## Information supplied
[Start of Attachment]
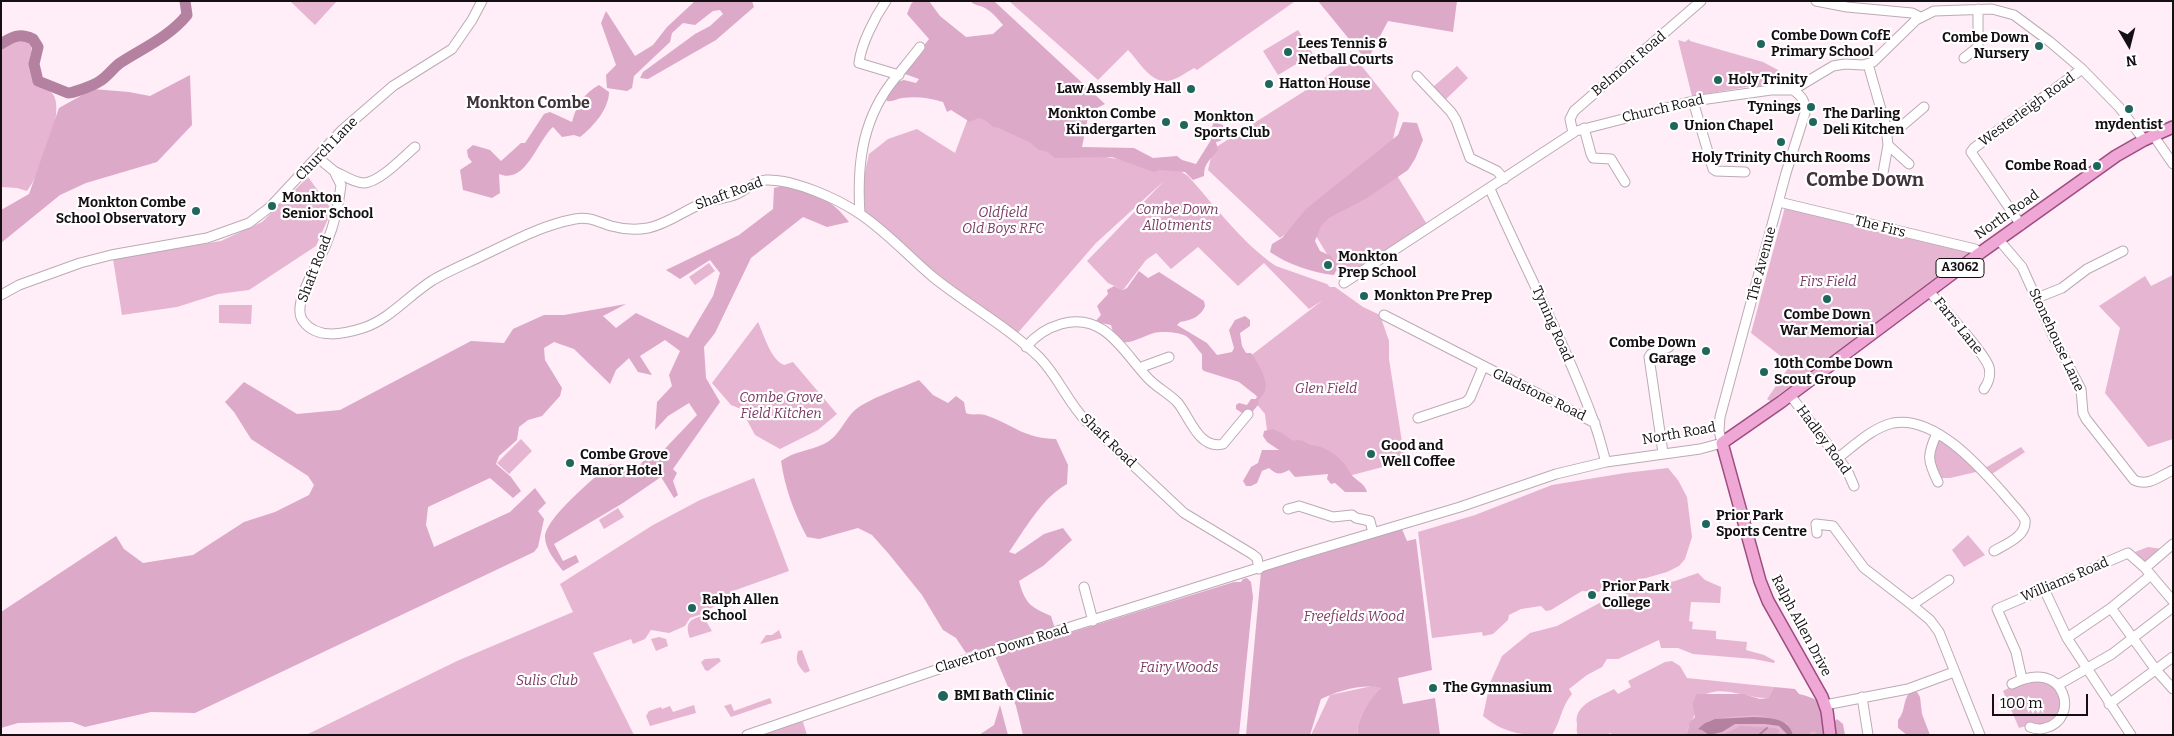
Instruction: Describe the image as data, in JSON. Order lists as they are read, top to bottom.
[End of Attachment]
[Start of Attachment]
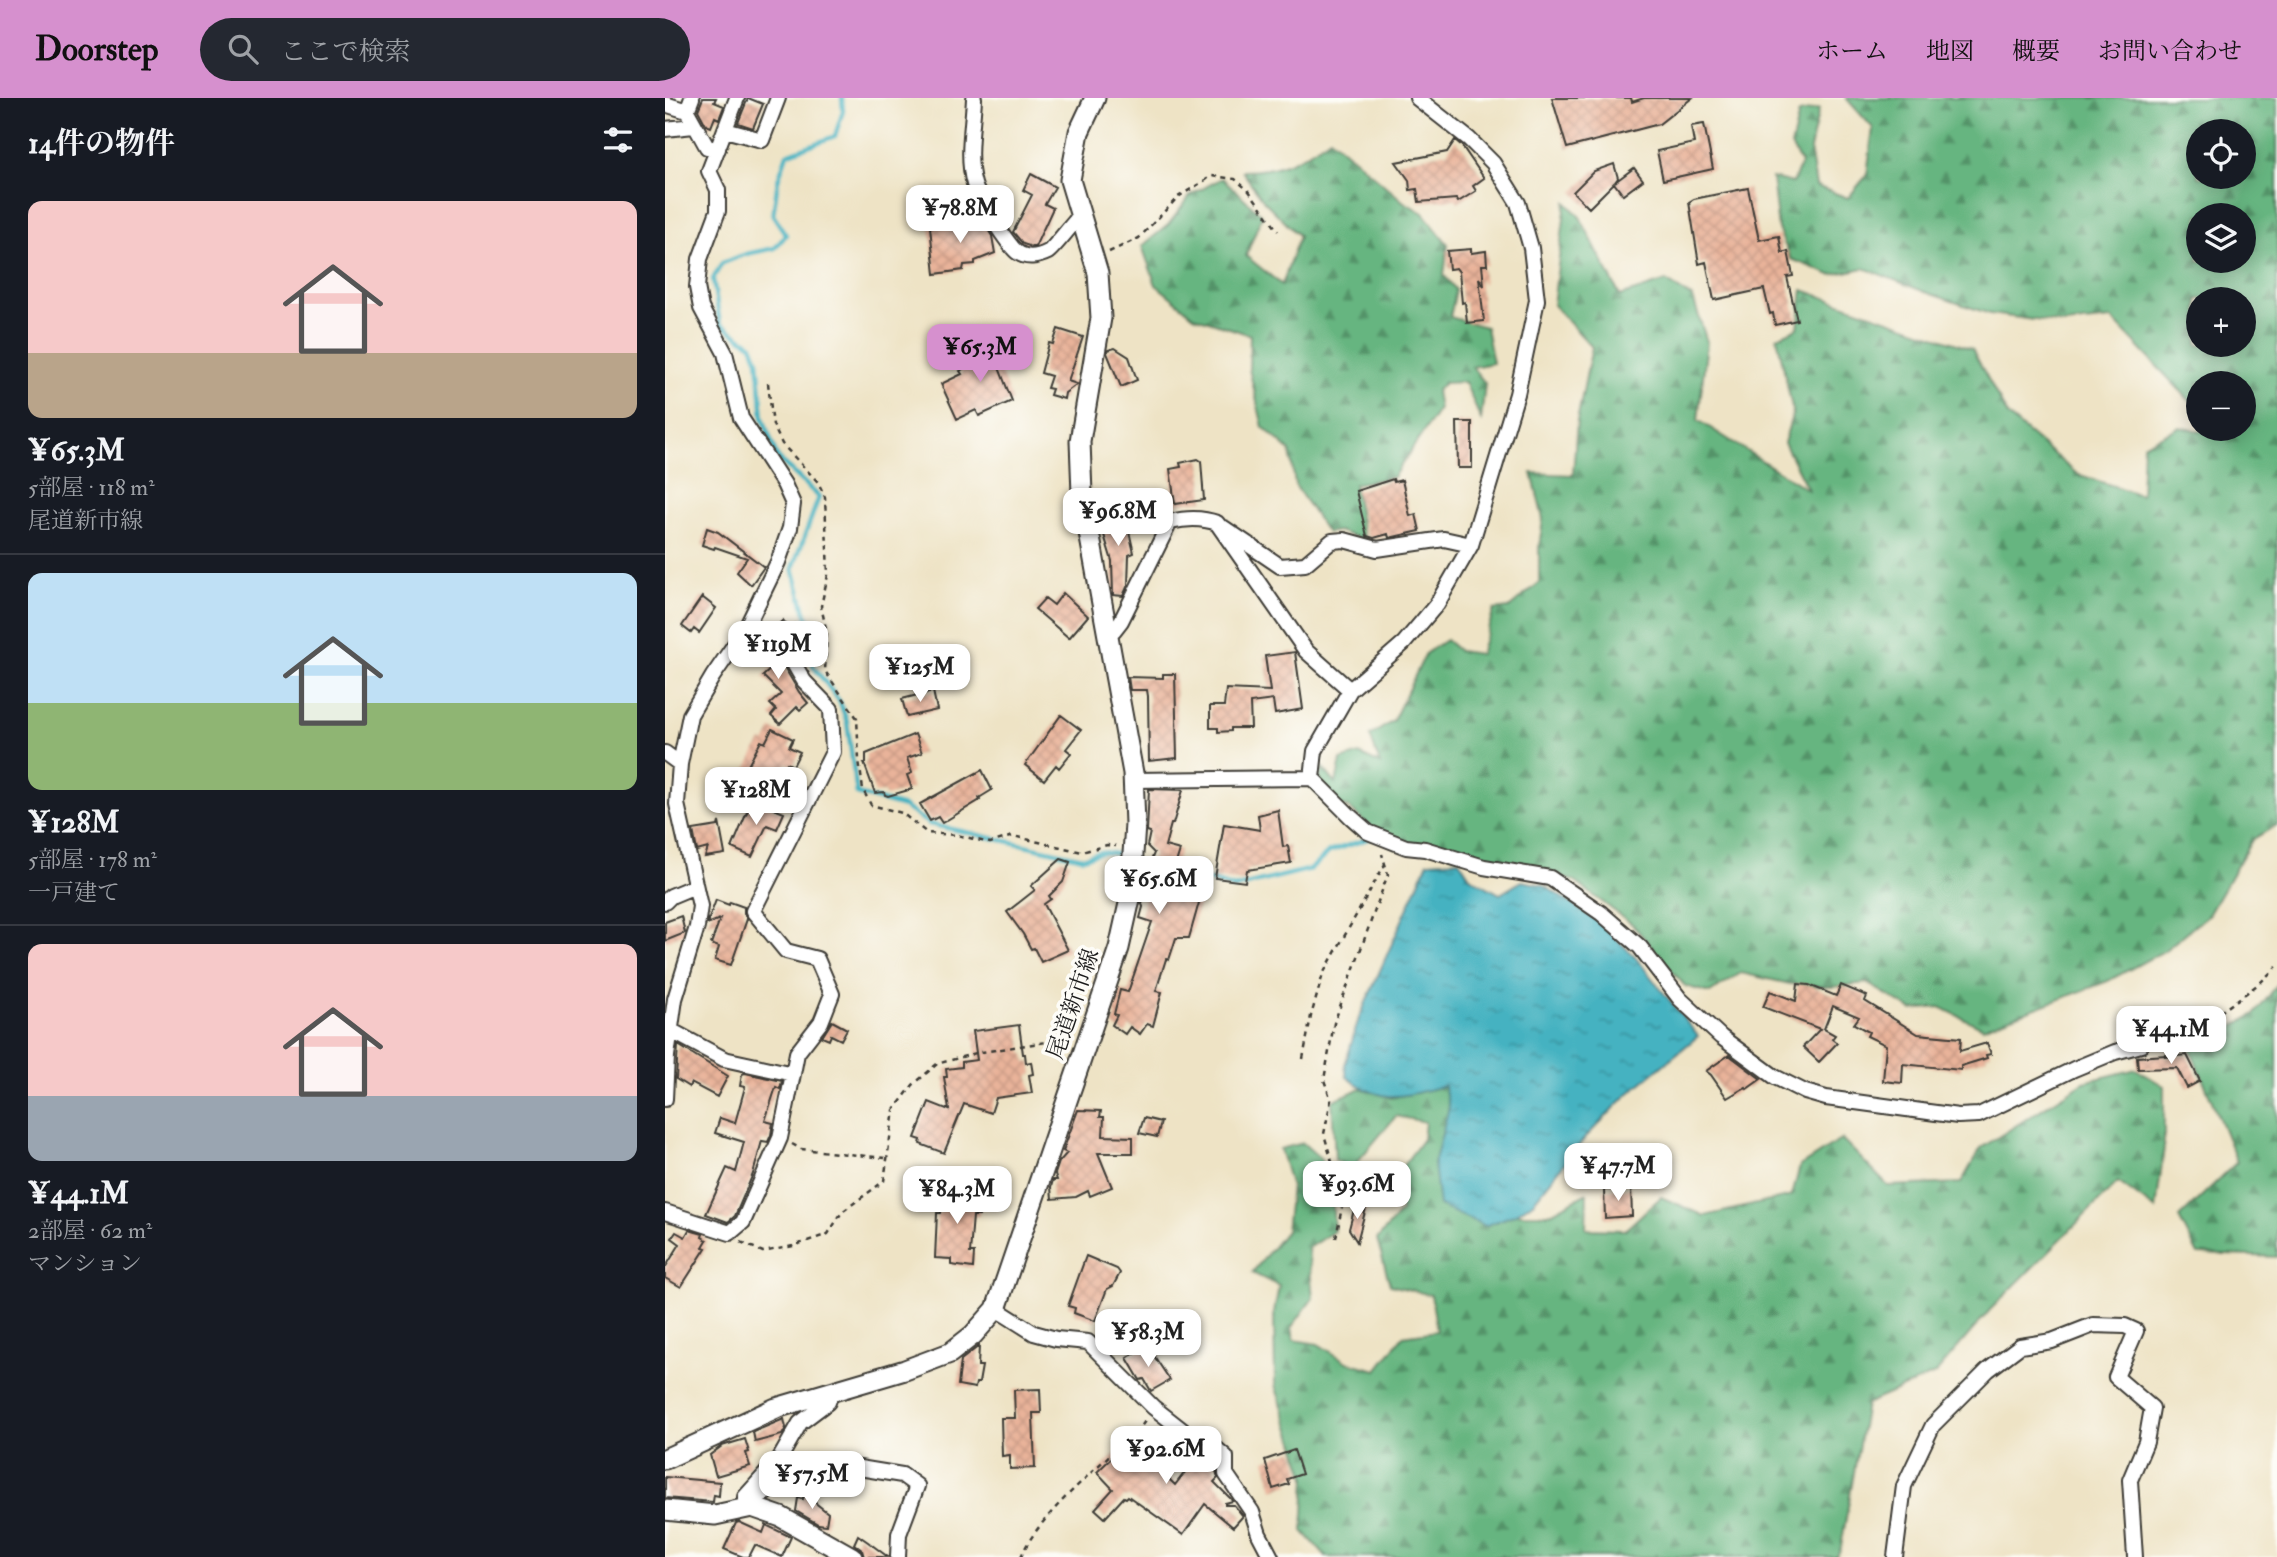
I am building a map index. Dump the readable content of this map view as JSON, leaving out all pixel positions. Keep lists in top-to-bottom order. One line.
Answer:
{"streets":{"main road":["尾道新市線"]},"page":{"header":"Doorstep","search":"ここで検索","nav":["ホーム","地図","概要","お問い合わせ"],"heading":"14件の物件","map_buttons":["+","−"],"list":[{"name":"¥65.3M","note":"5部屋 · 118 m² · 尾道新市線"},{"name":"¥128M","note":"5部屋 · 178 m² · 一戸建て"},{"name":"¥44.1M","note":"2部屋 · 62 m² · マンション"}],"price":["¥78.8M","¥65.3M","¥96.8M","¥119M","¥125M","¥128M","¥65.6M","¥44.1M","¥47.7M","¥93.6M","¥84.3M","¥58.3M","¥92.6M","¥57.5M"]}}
[End of Attachment]
[Start of Attachment]
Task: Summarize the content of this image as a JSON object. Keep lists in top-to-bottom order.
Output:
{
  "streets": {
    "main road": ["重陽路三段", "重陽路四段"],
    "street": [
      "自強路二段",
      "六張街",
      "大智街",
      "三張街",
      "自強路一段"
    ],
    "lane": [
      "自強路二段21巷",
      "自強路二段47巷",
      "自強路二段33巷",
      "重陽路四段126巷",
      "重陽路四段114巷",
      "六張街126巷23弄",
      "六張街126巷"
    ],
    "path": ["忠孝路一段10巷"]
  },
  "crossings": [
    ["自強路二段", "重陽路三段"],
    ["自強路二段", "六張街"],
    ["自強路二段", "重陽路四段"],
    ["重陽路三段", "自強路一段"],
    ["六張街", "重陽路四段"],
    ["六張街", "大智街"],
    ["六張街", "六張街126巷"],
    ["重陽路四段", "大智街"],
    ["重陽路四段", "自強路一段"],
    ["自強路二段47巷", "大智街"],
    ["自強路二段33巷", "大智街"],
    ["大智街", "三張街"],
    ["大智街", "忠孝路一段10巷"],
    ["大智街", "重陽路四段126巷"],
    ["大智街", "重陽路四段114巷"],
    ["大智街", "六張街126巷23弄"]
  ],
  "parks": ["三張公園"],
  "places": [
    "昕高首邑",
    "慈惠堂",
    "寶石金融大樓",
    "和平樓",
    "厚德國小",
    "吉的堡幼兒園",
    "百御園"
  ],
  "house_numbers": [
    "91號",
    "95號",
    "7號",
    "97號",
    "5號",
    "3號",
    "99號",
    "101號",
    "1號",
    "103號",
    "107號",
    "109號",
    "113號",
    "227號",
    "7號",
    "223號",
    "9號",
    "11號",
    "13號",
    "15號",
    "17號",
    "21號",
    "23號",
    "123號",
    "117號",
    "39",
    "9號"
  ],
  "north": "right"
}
[End of Attachment]
## Task goal
Every line with the string "this" in the material should be returned.

## Response box
I am building a map index. Dump the readable content of this map view as JSON, leaving out all pixel positions. Keep lists in top-to-bottom order. One line.
Task: Summarize the content of this image as a JSON object. Keep lists in top-to-bottom order.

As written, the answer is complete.